Level I evidence Eight SR/MAs and three IPD/MAs were identified by the literature search. As noted previously, all studies assessed an invasive strategy that involved angiography, followed by revascularisation if indicated. Revascularisation could be completed via either PCI (with or without stents) or CABG; no studies specifically compared routine PCI with selective PCI, although PCI was the method of choice in the majority of patients in the most recent and applicable included RCTs (see Table 5.1-12). In addition, in all of these SR/MAs and IPD/MAs, the intervention of interest was a routine/early invasive strategy and the comparator was a selective/conservative strategy. This differs from the criteria defined for this MBS Review, where the intervention of interest is a selective strategy and the comparator of interest is a routine strategy. The results presented below are from the perspective of the included published studies; i.e. a routine strategy is being compared with a selective strategy.

The Cochrane Review by Hoenig et al (2010) has been chosen as the primary review for this MBS Review for a number of reasons:

1. It limits inclusion of RCTs to those conducted during the ‘stent era’. While stent era is not defined in the review, included studies were published between 1999 and 2005 and stent use in the routine/early invasive strategy arms ranged from 47% to 88%.

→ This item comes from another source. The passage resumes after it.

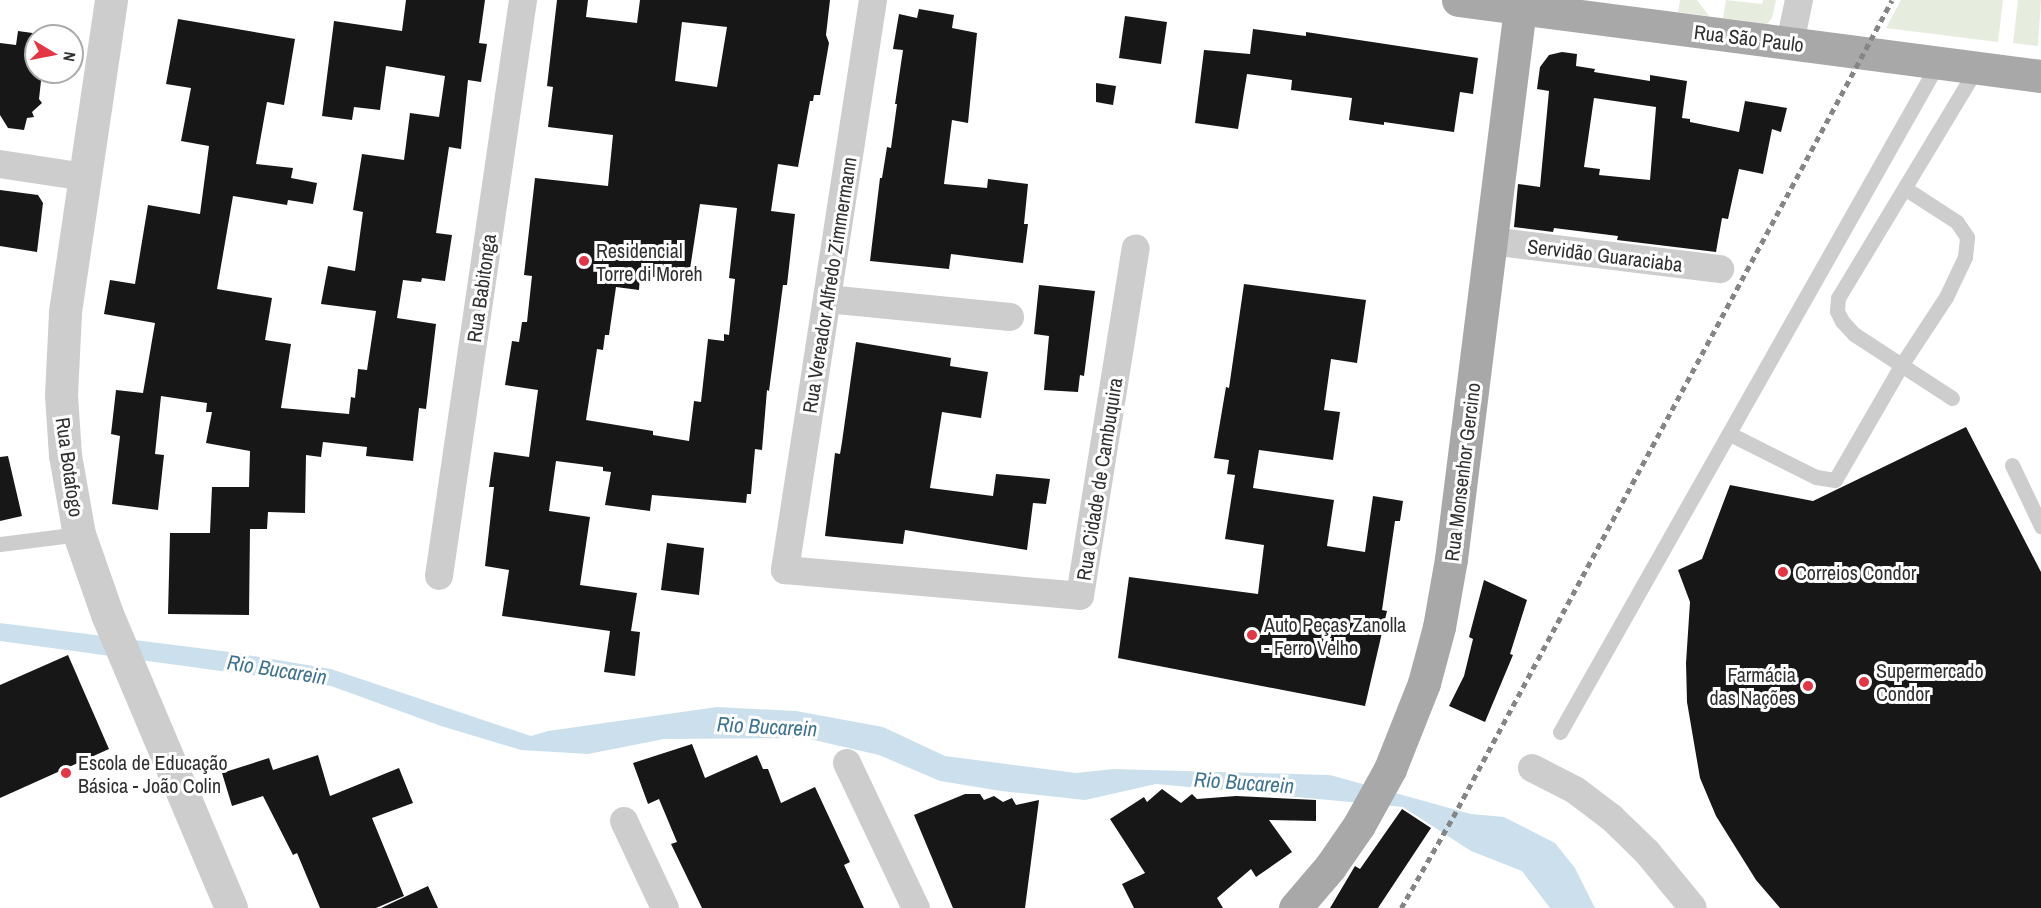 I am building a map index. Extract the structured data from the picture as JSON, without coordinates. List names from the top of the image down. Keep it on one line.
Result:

2. It provides subgroup analyses of studies with and without GPIIb/IIIa use, as these treatments are considered to be important in contemporary clinical practice.

3. It provides the most comprehensive list of outcomes, assessing both efficacy and safety.

4. Where data are available, outcome results are presented at different time points: index (during initial hospitalisation), early (≤4 months), intermediate (6 – 12 months) and late (>12 months).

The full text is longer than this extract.